Could you set down the lines from the first line of the entries below through the line with "position:absolute; left:12px; bottom:10px;", exactly and with no pictures?

*** Opening of Record excerpts ***

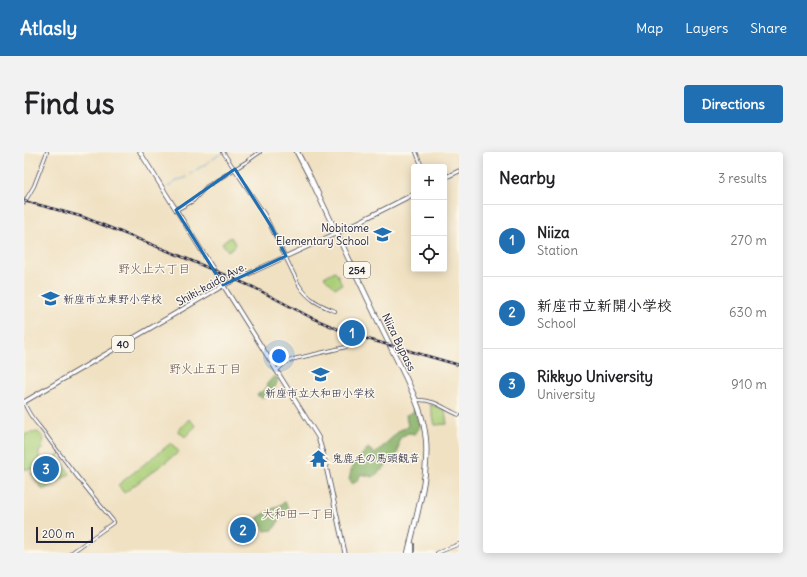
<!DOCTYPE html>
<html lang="en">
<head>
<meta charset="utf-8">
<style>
	body { margin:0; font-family:Delius,"Klee One",sans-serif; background:#f2f2f2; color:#202124 }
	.controls { position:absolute; right:12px; top:12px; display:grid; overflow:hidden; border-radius:4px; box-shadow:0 2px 10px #0003 }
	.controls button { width:36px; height:36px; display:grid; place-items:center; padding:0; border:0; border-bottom:1px solid #e0e0e0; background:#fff; color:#202124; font:20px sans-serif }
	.scale { position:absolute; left:12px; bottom:10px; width:57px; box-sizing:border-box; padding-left:4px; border:2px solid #22223b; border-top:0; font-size:11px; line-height:14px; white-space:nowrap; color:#22223b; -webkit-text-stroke:3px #fbf7ec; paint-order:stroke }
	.you { position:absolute; left:255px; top:204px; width:14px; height:14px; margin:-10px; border:3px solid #fff; border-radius:50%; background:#1a73e8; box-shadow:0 0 0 6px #1a73e833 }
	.badge { display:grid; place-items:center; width:26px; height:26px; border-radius:50%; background:#1f6fb2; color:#fff; font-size:13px; font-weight:700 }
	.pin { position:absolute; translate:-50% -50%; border:2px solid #fff; box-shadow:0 1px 4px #0006 }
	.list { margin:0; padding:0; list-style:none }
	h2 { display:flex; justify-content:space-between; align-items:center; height:52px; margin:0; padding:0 16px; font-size:17px }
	h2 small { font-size:13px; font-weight:400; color:#757577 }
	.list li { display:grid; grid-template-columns:26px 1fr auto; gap:12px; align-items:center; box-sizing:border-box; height:72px; padding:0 16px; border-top:1px solid #e0e0e0 }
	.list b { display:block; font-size:15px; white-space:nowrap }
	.list p { margin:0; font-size:13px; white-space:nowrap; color:#757577 }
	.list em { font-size:13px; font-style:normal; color:#757577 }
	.icon { flex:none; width:22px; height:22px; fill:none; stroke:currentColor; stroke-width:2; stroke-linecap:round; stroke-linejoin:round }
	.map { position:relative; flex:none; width:435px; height:401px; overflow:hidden; border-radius:4px }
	header { display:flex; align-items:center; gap:24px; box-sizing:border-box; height:56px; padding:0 20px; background:#1f6fb2; color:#fff }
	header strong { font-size:19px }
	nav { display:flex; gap:22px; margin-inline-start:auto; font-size:14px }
	.intro { display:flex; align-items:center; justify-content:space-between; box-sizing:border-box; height:96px; padding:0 24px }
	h1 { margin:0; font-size:28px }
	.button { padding:10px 18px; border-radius:4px; background:#1f6fb2; color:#fff; font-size:14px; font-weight:700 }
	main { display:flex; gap:24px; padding:0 24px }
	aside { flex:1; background:#fff; border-radius:4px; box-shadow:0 2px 10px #0003 }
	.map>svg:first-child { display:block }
</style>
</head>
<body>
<header>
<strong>Atlasly</strong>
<nav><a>Map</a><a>Layers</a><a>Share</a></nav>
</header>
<div class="intro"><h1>Find us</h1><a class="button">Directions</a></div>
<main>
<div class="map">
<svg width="435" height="401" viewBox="0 0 435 401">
	<rect width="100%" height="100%" fill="#fbf7ec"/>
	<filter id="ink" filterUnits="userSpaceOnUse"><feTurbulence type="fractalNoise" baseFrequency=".025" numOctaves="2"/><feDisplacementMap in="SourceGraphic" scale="8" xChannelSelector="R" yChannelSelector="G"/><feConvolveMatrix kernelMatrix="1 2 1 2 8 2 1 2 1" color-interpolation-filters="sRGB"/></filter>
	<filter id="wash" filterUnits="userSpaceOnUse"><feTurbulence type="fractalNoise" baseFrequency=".012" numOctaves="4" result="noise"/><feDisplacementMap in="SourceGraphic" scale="16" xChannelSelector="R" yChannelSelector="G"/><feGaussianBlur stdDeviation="0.9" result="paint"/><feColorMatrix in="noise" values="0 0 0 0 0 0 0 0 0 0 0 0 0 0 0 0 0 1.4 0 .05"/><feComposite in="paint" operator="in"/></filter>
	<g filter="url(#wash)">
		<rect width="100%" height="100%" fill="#f0e1c2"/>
		<!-- green -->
		<path fill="#abcf79" stroke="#66785a" d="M207,85L212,93L204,99L198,91Z
			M311,119L312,120L318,132L311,136L300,125Z
			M406,252L421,258L423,272L411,273Z
			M165,267L172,274L161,285L154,279Z
			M14,280L20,286L18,297L15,299V314L9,317H0V282Z
			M147,291L155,300L100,341L94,333Z
			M34,303L46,322L19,338L7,321Z"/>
		<!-- forest -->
		<path fill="#88b269" stroke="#556a52" d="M250,224L254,226C253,235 246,243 238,246L233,243L244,235L243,232Z
			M389,252L396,275L391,282L384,281L376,286L373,305L349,325L337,322L334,328L329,332L325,328L328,314L344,296L351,302L376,278L384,275L382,263L390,260Z
			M261,350L266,359L255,369L249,378L241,379L233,366Z"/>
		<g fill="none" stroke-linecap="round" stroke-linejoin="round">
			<!-- stream -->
			<path stroke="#5ca1d1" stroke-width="1" d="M189,7L196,2
				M166,22L186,9
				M144,35L156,27H158L162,25"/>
		</g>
	</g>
	<g filter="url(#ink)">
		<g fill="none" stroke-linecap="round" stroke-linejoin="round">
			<defs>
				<path id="minor" d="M199,0L241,63L275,133C284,147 295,153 311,159
					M392,0L398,15
					M0,51L10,34L23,0
					M152,58L169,49L182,35L222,10L236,0
					M252,219L261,211L270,207L322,195
					M394,248C409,247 421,257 435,263
					M0,249C3,262 14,272 22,283C43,313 66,341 90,370L47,401
					M413,401L435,392"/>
				<path id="major" d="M116,0L294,285L300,305L321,401
					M420,26L435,19
					M0,250L200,133L315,80L390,42"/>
				<path id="highway" d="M273,0L287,27C310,76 334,126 357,175C365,191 373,208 381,224C391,245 400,265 402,288C405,324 392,365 384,401
					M388,401V393"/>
			</defs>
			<!-- minor casing -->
			<use href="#minor" stroke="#413f4f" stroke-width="4"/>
			<!-- major casing -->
			<use href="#major" stroke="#413f4f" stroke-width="5"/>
			<!-- highway casing -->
			<use href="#highway" stroke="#413f4f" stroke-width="6"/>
			<!-- minor -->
			<use href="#minor" stroke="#fff" stroke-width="2.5"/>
			<!-- major -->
			<use href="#major" stroke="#fff" stroke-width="3.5"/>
			<!-- highway -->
			<use href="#highway" stroke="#fff" stroke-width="4.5"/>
			<defs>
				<path id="rail" d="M0,49L23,55L59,65L154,103L231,136L288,166L316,178L340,186L435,213"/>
			</defs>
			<!-- rail casing -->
			<use href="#rail" stroke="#22223b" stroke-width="2.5"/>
			<!-- rail -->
			<use href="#rail" stroke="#fbf7ec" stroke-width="1" stroke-dasharray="3" stroke-linecap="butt"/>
		</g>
	</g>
	<!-- marked area -->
	<path fill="none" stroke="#1f6fb2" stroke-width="3" stroke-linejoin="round" d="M211,17L247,74L262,104L199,133L152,58Z"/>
	<!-- icons -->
	<defs>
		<symbol id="school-bare" viewBox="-9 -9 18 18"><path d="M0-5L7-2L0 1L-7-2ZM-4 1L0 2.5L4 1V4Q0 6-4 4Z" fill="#1f6fb2" stroke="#fbf7ec" stroke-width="2.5" paint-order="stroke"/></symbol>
		<symbol id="temple-bare" viewBox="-9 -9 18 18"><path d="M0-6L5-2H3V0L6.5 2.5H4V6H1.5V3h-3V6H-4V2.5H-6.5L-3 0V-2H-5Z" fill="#1f6fb2" stroke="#fbf7ec" stroke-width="2.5" paint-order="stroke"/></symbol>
	</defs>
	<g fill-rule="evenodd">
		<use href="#school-bare" x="346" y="70" width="25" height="25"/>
		<use href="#school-bare" x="14" y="134" width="25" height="25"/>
		<use href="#school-bare" x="284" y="210" width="25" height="25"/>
		<use href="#temple-bare" x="282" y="294" width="25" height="25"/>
	</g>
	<g text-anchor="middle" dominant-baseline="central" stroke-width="3" stroke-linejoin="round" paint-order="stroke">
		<!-- shield labels -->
		<g fill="#fbf7ec" stroke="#636270" stroke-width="1">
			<rect x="320" y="110" width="26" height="16" rx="3"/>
			<rect x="88" y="184" width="22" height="16" rx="3"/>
		</g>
		<g font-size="10" font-weight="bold" fill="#22223b">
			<text x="333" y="118">254</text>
			<text x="99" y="192">40</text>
		</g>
		<!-- poi labels -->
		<g font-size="11" fill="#22223b" stroke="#fbf7ec" text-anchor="start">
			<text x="345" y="76" text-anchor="end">Nobitome<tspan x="345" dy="13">Elementary School</tspan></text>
			<text x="39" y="147">新座市立東野小学校</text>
			<text x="296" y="241" text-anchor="middle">新座市立大和田小学校</text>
			<text x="308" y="306">鬼鹿毛の馬頭観音</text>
		</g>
		<!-- street labels -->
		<g font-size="11" fill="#22223b" stroke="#fbf7ec">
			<text transform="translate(187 132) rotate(-29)">Shiki-kaido Ave.</text>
			<text transform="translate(375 190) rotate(64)">Niiza Bypass</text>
		</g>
		<!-- neighbourhood labels -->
		<g font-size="12" fill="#65524b" stroke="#fbf7ec">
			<text x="130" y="116">野火止六丁目</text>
			<text x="181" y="216">野火止五丁目</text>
			<text x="274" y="361">大和田一丁目</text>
		</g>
	</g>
</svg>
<div class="controls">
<button>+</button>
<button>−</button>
<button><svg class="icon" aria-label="locate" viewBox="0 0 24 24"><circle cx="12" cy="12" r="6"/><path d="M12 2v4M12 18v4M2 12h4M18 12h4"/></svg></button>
</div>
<div class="scale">200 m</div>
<div class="you"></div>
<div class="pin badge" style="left:328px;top:181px">1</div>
<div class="pin badge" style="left:219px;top:378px">2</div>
<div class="pin badge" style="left:22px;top:317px">3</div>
</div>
<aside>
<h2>Nearby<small>3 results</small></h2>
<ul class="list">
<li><span class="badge">1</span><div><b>Niiza</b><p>Station</p></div><em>270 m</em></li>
<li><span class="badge">2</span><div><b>新座市立新開小学校</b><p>School</p></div><em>630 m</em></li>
<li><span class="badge">3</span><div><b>Rikkyo University</b><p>University</p></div><em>910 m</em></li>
</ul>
</aside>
</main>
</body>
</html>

*** Close of Record excerpts ***

§ **Expected output**:
<!DOCTYPE html>
<html lang="en">
<head>
<meta charset="utf-8">
<style>
	body { margin:0; font-family:Delius,"Klee One",sans-serif; background:#f2f2f2; color:#202124 }
	.controls { position:absolute; right:12px; top:12px; display:grid; overflow:hidden; border-radius:4px; box-shadow:0 2px 10px #0003 }
	.controls button { width:36px; height:36px; display:grid; place-items:center; padding:0; border:0; border-bottom:1px solid #e0e0e0; background:#fff; color:#202124; font:20px sans-serif }
	.scale { position:absolute; left:12px; bottom:10px; width:57px; box-sizing:border-box; padding-left:4px; border:2px solid #22223b; border-top:0; font-size:11px; line-height:14px; white-space:nowrap; color:#22223b; -webkit-text-stroke:3px #fbf7ec; paint-order:stroke }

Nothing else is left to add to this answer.